Monday served as another painful reminder of that.

The Marlins scored six runs for Nolasco in four innings, wiped out an early 4-0 deficit to take a 6-4 lead, and watched the pitcher give it all back -- and more -- in next to no time.

The St. Louis Cardinals turned the dimmer switch down a notch on the Marlins' fast-fading playoff hopes, emerging with an 11-6 victory at Busch Stadium. The defeat left the now-desperate Marlins seven games behind the Philadelphia Phillies in the National League East and kept them hanging -- barely -- on the periphery of the wild-card race.

``That's the kind of hitting team they are,'' Nolasco said of the Cardinals. ``They're one of the best lineups in the league.''


From Sunday to Monday, the Marlins went from one end of the spectrum to the other by going from the Washington Nationals to the Cardinals.

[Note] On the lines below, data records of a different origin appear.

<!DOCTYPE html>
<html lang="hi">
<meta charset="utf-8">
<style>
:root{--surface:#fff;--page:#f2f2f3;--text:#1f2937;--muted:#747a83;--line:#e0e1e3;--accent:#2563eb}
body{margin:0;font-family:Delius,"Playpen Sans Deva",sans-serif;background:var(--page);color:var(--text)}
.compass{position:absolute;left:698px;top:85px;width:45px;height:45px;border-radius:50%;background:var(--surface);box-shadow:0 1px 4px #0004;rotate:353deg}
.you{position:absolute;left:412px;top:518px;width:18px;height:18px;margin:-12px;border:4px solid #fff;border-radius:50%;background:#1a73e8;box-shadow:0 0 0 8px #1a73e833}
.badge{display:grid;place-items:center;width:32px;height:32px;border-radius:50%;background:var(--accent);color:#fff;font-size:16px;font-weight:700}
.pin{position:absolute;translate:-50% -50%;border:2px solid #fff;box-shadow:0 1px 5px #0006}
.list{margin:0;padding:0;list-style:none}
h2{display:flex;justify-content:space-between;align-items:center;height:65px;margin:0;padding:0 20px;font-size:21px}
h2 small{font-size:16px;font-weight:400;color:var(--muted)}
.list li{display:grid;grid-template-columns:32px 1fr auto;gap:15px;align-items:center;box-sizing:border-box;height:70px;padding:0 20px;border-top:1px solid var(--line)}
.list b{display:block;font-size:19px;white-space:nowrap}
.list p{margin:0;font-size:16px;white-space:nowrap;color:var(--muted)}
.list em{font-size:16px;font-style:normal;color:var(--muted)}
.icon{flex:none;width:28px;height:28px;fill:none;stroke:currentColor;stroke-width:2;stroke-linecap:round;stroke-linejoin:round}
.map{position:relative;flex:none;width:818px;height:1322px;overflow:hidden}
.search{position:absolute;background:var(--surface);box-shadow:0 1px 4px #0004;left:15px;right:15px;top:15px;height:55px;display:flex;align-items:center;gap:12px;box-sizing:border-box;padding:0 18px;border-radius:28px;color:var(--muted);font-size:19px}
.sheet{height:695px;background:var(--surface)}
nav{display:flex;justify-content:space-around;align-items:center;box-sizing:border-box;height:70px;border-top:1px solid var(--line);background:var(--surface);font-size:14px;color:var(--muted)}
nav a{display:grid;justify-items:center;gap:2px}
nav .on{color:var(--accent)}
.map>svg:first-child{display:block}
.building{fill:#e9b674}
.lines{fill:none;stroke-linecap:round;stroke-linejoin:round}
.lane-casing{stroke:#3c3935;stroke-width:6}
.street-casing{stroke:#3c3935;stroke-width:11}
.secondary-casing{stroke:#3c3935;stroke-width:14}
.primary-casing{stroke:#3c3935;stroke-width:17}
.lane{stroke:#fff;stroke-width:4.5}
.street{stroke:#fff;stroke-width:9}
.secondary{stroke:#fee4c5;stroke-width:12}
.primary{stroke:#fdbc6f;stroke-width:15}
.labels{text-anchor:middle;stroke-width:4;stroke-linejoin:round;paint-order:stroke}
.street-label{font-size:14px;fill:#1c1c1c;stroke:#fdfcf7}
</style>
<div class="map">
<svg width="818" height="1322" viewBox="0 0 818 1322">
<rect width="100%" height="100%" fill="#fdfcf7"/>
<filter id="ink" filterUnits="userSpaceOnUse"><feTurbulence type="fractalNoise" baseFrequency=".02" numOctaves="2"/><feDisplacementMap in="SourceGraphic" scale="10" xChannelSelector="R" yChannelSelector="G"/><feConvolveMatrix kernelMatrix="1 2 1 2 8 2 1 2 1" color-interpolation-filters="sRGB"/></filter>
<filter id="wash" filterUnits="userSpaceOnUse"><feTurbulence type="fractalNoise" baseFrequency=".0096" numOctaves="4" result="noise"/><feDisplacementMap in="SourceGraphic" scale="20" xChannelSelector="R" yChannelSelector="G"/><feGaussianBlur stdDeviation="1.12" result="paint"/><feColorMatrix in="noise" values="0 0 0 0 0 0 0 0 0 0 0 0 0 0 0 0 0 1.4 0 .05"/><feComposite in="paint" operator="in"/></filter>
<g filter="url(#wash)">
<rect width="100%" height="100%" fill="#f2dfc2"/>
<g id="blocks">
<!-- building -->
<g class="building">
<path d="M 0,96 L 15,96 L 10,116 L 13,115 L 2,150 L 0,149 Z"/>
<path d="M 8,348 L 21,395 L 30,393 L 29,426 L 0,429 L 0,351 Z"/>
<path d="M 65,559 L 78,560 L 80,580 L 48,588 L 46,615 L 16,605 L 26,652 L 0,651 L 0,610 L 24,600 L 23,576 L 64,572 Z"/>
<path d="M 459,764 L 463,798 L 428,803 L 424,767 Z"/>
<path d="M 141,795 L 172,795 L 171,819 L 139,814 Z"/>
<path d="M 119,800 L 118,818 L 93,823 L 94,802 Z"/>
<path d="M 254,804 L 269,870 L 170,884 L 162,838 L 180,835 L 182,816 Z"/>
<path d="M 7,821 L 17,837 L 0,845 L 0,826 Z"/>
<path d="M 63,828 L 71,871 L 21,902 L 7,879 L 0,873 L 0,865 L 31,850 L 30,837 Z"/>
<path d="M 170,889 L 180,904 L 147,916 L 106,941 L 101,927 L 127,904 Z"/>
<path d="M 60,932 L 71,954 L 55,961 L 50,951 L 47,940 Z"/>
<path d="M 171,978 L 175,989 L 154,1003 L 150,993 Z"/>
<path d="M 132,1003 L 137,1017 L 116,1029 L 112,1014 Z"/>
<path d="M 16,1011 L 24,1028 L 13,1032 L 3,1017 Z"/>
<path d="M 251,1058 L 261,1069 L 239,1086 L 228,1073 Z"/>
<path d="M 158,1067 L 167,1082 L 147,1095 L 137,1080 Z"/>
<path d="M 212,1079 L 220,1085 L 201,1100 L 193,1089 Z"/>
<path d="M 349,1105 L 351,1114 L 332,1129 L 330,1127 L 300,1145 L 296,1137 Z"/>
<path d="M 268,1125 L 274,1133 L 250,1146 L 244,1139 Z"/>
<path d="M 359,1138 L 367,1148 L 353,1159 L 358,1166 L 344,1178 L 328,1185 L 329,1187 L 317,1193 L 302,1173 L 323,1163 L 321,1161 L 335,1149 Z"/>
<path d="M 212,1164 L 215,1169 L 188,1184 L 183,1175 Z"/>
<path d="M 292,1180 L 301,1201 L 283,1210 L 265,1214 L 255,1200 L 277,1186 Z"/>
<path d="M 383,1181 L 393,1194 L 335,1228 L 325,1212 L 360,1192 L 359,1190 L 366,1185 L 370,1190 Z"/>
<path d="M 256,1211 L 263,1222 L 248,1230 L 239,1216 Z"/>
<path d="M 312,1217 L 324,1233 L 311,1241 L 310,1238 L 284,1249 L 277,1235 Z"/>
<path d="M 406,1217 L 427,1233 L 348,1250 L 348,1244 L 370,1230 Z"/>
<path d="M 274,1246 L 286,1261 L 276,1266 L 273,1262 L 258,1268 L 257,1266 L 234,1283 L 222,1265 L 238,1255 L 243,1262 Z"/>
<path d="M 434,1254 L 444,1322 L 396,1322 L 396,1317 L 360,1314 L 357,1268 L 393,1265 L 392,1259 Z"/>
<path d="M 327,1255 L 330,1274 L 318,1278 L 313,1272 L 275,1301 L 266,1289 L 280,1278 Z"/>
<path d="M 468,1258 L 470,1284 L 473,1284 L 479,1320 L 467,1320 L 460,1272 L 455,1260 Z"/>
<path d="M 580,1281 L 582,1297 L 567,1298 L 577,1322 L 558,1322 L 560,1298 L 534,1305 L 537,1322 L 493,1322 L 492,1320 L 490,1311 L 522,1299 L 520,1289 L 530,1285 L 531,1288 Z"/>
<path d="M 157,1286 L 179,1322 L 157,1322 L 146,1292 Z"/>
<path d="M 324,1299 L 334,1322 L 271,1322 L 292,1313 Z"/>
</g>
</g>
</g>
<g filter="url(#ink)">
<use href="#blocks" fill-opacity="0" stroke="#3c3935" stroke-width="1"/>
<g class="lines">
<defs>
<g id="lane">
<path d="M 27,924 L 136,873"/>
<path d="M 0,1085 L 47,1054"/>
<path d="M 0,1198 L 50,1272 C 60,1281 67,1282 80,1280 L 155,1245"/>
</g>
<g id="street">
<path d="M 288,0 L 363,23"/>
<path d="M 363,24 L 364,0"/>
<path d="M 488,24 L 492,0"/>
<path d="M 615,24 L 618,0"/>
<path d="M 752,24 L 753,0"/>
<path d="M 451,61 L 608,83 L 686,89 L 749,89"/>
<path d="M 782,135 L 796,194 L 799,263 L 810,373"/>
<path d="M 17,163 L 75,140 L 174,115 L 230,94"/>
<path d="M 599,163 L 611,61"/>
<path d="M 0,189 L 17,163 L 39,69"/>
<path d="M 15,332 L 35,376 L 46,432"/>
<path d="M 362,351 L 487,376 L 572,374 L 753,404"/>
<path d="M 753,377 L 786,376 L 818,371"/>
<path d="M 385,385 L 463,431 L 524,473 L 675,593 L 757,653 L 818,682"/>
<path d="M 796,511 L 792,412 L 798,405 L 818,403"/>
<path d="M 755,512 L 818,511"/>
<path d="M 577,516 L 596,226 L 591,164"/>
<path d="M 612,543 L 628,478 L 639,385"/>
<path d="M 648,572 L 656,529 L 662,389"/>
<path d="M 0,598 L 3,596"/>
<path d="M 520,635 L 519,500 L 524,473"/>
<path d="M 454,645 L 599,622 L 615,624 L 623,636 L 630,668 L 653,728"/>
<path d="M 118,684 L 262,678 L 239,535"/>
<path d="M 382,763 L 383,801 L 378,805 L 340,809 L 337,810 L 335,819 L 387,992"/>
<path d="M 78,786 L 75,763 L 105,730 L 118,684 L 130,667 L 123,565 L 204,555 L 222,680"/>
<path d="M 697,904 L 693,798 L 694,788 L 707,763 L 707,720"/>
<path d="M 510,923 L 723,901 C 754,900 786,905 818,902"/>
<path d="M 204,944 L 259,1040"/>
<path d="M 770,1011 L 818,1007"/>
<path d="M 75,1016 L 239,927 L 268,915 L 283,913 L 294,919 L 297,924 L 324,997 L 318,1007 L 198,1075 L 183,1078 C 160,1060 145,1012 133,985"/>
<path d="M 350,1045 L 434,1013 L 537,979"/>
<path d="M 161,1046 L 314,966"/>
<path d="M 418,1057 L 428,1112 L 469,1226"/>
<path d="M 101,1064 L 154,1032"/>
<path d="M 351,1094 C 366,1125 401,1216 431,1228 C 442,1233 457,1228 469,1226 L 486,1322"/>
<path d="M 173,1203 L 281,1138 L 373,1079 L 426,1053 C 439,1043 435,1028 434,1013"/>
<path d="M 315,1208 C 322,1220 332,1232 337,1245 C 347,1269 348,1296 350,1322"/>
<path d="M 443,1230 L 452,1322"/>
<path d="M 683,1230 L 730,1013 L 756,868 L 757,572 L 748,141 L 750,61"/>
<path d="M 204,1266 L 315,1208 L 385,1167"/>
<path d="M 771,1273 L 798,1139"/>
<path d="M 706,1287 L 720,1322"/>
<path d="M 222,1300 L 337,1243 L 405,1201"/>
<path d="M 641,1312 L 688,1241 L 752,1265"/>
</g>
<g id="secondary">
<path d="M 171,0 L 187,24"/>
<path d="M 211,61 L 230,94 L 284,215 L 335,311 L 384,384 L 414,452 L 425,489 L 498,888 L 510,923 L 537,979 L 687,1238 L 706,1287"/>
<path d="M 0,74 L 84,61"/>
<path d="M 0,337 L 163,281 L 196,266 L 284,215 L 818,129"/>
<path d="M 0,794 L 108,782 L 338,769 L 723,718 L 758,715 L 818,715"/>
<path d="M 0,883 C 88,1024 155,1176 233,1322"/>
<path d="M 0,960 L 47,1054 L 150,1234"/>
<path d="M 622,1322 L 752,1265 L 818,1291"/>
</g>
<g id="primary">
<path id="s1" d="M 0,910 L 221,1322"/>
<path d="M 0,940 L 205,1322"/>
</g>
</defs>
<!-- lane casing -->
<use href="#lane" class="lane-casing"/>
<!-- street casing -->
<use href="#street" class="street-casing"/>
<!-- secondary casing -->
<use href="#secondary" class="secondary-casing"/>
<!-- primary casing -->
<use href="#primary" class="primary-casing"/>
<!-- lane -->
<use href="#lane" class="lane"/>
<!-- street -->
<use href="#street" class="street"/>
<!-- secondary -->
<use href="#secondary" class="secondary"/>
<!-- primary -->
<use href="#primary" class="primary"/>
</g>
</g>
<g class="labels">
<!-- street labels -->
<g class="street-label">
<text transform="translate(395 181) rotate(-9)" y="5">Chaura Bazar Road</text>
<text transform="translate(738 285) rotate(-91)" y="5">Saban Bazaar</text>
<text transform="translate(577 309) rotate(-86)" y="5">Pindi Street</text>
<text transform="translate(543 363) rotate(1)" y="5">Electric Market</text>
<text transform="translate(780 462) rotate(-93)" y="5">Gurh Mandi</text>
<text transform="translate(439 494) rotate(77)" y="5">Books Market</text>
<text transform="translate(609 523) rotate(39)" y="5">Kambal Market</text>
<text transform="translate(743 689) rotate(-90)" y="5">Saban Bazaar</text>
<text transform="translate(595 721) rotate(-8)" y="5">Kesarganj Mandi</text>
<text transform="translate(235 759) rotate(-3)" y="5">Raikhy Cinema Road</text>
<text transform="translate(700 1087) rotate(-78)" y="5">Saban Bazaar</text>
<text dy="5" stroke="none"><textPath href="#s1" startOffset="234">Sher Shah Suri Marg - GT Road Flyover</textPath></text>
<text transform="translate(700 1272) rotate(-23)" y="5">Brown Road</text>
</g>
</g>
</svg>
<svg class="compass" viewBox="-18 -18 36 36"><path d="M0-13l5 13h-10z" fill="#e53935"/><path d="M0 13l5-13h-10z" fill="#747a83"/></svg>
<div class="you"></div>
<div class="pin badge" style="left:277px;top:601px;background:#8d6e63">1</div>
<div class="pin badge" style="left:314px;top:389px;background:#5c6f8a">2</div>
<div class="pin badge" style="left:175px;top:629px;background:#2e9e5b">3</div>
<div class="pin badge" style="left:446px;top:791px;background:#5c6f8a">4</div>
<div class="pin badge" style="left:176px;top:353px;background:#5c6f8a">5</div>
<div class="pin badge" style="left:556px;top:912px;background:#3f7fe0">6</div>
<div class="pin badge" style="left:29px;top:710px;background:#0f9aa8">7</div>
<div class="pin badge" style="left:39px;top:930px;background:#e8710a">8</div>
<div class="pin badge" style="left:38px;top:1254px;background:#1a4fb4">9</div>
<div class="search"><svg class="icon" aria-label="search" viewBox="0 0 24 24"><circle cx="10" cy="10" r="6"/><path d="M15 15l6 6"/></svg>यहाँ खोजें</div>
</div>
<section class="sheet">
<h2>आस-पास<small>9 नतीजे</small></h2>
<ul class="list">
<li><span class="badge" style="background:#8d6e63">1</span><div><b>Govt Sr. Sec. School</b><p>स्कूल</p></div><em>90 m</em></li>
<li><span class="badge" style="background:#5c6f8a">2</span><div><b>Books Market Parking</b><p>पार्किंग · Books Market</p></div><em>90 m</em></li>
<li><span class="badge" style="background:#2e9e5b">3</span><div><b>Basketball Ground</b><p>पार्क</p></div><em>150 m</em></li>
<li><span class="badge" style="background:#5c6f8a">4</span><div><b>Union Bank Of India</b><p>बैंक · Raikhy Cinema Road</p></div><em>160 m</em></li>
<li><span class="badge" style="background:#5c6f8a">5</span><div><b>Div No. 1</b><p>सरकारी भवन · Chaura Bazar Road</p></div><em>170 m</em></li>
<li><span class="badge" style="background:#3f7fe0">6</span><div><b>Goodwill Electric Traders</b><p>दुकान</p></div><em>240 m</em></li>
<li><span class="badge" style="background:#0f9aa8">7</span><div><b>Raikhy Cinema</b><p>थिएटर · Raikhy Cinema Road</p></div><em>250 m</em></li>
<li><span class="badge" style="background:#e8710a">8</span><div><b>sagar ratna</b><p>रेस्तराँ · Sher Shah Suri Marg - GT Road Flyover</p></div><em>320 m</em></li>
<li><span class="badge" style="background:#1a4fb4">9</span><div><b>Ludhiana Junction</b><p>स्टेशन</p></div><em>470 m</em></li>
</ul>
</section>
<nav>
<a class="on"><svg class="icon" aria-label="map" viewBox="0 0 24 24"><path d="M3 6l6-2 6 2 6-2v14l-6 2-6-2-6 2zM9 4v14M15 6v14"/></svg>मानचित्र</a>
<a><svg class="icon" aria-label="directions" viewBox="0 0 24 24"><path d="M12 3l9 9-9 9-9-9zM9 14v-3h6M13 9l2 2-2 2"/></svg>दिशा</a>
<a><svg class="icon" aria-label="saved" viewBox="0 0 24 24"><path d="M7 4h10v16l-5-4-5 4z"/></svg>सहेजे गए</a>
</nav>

The Nationals have the worst record in the NL; the Cardinals have one of the best.

And yet the outcomes were no different.

After losing two out of three to the Nationals on a rain-dreary weekend in South Florida, the Marlins showed up in St. Louis needing a strong performance from Nolasco.

They didn't get it.

The Cardinals charged out to a 4-0 lead in the first inning, and Nolasco was fortunate the damage wasn't worse than it was. Mark DeRosa's long fly ball to center with a man aboard was caught on the warning track.

``About all I can do is tip my cap to them,'' Nolasco said. ``You can just tell it's a professional team over there, the way they're fundamentally sound.''

Nolasco worked through the next two innings without incurring further harm, and the Marlins chipped away against Todd Wellemeyer, scoring one run each in the second and third innings.

The Marlins came up with four runs in the fourth to take a 6-4 lead. Chris Coghlan drove in two runs with a triple and Nick Johnson added two more with a line-drive home run to right.

Nolasco received his usual dose of offensive help. The Marlins score, on average, seven runs per outing for Nolasco, who ranks among the top 20 pitchers in the NL in run support.


But Monday, Nolasco couldn't hold his newfound lead for even an inning. Julio Lugo tied the score in the bottom of the fourth with a two-run triple to right-center, and Albert Pujols put the Cardinals back on top with a sacrifice fly.

``It's a good lineup,'' Marlins manager Fredi Gonzalez said. ``They can put a lot of runs up in a hurry.''

Nolasco stuck around long enough to complete five innings, but it was only to spare the Marlins' weary bullpen. The Marlins have not had a starter go at least seven innings since Aug. 18, a stretch of 25 games.

The Cardinals put the game out of reach in the eighth inning, scoring four runs off reliever Matt Lindstrom.